I was tired, but I figured that I should set a few things up for morning. I mixed up a slurry of yeast from the sourdough starter, flour and some fruit that smelled a bit too close to spoiled for my liking out of the pantry. I fed the sourdough starter and banked the fire so that the stew would keep warm without spoiling too soon. I had to trust that Mabel would take care of it the rest of the night. After a final look around, I settled in to eat a piece of a pie. It was good enough for my second meal of the day.
“You the new cook?” the blond barmaid I’d seen before asked me as she swung into the kitchen.
“That’s me,” I sighed, taking another bite of what could almost taste like plum-berry pie. “I’m Karma.”
“I’m Marlo,” she said, scooping out a serving of stew into a bowl.
“Nice to meet you, Marlo,” I replied, getting up to break off a piece of the cracker-like bread and stuff it into her bowl. “You should try the stew and pie. That way you’ll know what you’re serving the customers.”

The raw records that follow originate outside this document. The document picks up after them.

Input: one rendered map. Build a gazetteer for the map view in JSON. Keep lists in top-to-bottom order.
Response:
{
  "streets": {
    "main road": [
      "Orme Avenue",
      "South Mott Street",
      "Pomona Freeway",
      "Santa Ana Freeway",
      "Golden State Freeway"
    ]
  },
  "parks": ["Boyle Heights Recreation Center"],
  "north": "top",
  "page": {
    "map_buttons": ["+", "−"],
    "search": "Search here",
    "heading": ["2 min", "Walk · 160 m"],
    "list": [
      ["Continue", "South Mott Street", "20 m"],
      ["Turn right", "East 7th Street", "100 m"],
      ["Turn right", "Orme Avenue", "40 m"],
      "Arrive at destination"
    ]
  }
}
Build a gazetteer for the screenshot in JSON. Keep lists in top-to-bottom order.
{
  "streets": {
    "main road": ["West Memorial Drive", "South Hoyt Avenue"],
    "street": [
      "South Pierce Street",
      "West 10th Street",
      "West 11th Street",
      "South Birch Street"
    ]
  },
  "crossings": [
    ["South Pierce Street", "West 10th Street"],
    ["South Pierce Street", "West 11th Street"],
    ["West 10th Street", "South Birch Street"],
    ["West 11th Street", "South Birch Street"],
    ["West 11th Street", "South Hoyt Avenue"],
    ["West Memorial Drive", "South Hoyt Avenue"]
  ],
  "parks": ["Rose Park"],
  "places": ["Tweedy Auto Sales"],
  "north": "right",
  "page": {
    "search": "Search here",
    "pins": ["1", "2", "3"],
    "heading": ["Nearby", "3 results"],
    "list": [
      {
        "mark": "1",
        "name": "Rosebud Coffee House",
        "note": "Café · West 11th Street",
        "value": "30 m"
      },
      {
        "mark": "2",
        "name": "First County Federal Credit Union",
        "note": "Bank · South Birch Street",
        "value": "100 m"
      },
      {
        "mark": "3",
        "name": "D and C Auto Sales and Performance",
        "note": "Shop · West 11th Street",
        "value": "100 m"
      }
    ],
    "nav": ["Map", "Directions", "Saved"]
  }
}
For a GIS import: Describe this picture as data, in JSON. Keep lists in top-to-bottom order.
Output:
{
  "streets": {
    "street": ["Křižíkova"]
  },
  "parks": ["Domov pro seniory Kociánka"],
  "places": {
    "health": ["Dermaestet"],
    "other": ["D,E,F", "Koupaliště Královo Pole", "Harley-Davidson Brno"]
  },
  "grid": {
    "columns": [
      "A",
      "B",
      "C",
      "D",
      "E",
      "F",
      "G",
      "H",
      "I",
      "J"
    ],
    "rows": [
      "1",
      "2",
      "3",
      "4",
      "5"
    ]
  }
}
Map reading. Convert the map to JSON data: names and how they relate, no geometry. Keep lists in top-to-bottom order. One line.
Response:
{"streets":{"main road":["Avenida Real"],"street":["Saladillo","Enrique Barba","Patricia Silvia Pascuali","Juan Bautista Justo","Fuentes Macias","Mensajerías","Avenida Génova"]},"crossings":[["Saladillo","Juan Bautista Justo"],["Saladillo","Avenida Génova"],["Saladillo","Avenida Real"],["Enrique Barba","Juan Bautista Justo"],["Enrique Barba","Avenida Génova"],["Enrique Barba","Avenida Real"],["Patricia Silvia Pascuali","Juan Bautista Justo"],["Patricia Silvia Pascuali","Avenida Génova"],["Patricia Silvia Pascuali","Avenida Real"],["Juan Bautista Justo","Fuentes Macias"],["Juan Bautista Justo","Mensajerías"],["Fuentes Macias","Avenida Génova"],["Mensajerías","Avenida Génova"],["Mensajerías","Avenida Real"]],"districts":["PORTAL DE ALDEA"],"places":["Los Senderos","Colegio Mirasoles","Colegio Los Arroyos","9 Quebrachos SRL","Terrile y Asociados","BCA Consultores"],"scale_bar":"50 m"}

“Really?” She perked up. Not waiting for me to change my mind, she pulled a large wooden spoon out of her apron and scooped up some stew straight from the pot. She blew on it a bit as she eyed me in the darkening kitchen. She took a tentative sip, then a bit of potato-like stuff, and then groaned around a chunk of meat. “This is gooood.”
I pushed the half of my pie I hadn’t yet finished at her and she eagerly licked her spoon clean of the stew and tried the pie. I knew what it meant for a waitress to like what she was serving. She’d sell it better if she knew it was good. I’d never been a waitress but I tipped well, and they just naturally talked to me. I just raised my fork to her like a mug in a toast and she giggled in a way that made me feel totally out of my element. I wasn’t a social person by nature. Oh, I could make conversation with almost anyone, but it was more work than cooking. Marlo was obviously more social and good for her on that, but I was ready to withdraw for the night. I nodded mutely while she jabbered on.
“There’s a bard due in this weekend.” She talked with her mouth half-full so I avoided looking at her. “A lot of folks’ll come in for that. If they taste stuff like this, we’ll be full next week. You staying that long?”
I focused on the first part of what she was saying as my stomach dropped. “A bard?”
“Yeah, they come through for the adventurers who fill this place come the week’s end,” she explained, eyeing the rest of my pie. I just pushed it toward her.
“You know the name of the bard?” I asked as casually as my panicked mind could do it.
“I think it’s Jerry, or Taggert?” she waved her spoon around when she talked.
“Not Beau, right?” I asked, twisting my hands painfully.
“Never heard of him,” she told me, scraping the pie plate with her spoon. I didn’t hear anything else she said, though she was still talking while I figured out how to breathe again.